┏━━

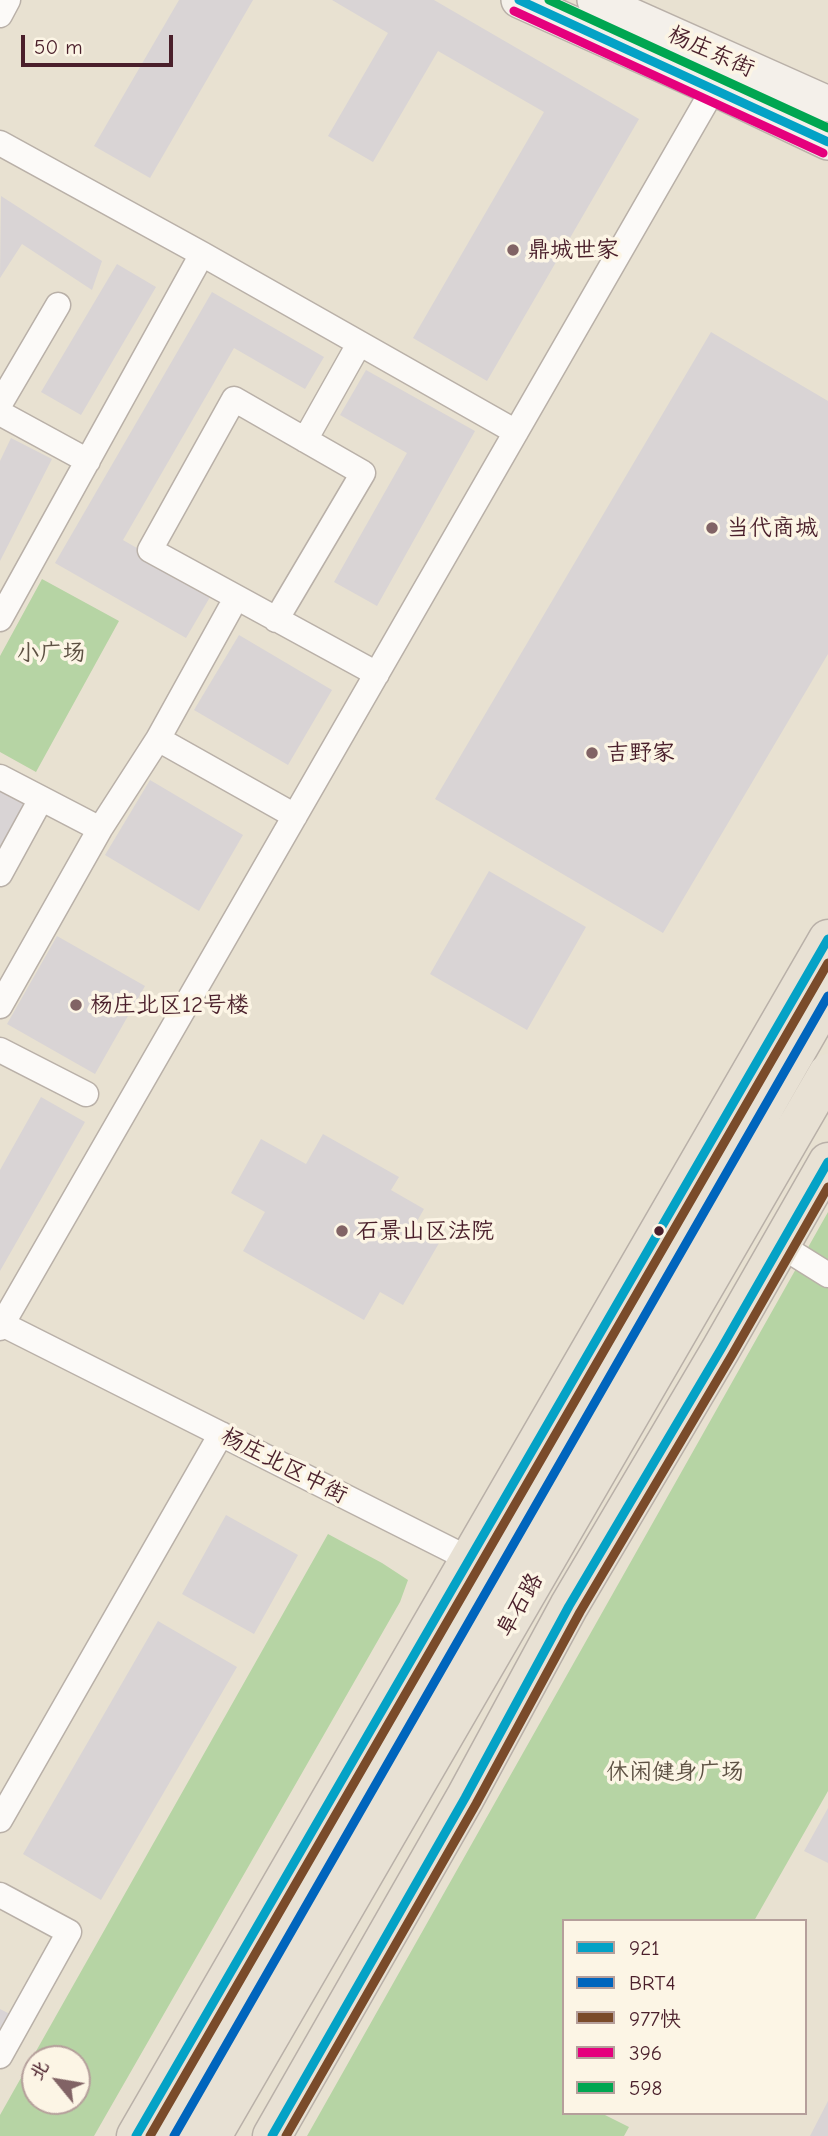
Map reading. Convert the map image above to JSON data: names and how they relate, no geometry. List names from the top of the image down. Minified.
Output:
{"streets":{"main road":["杨庄东街","阜石路"],"street":["杨庄北区中街"]},"crossings":[["杨庄北区中街","阜石路"]],"parks":["小广场","休闲健身广场"],"places":["鼎城世家","当代商城","吉野家","杨庄北区12号楼","石景山区法院"],"lines":["transit line 921","transit line 598","transit line 396","transit line 977快","transit line BRT4"],"legend":["921","BRT4","977快","396","598"],"scale_bar":"50 m","north":"top left"}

┗━━

Down to the last line, print the material exactly, but not its pictures.

Map reading. Convert the map image above to JSON data: names and how they relate, no geometry. List names from the top of the image down. Minified.
Output:
{"streets":{"main road":["杨庄东街","阜石路"],"street":["杨庄北区中街"]},"crossings":[["杨庄北区中街","阜石路"]],"parks":["小广场","休闲健身广场"],"places":["鼎城世家","当代商城","吉野家","杨庄北区12号楼","石景山区法院"],"lines":["transit line 921","transit line 598","transit line 396","transit line 977快","transit line BRT4"],"legend":["921","BRT4","977快","396","598"],"scale_bar":"50 m","north":"top left"}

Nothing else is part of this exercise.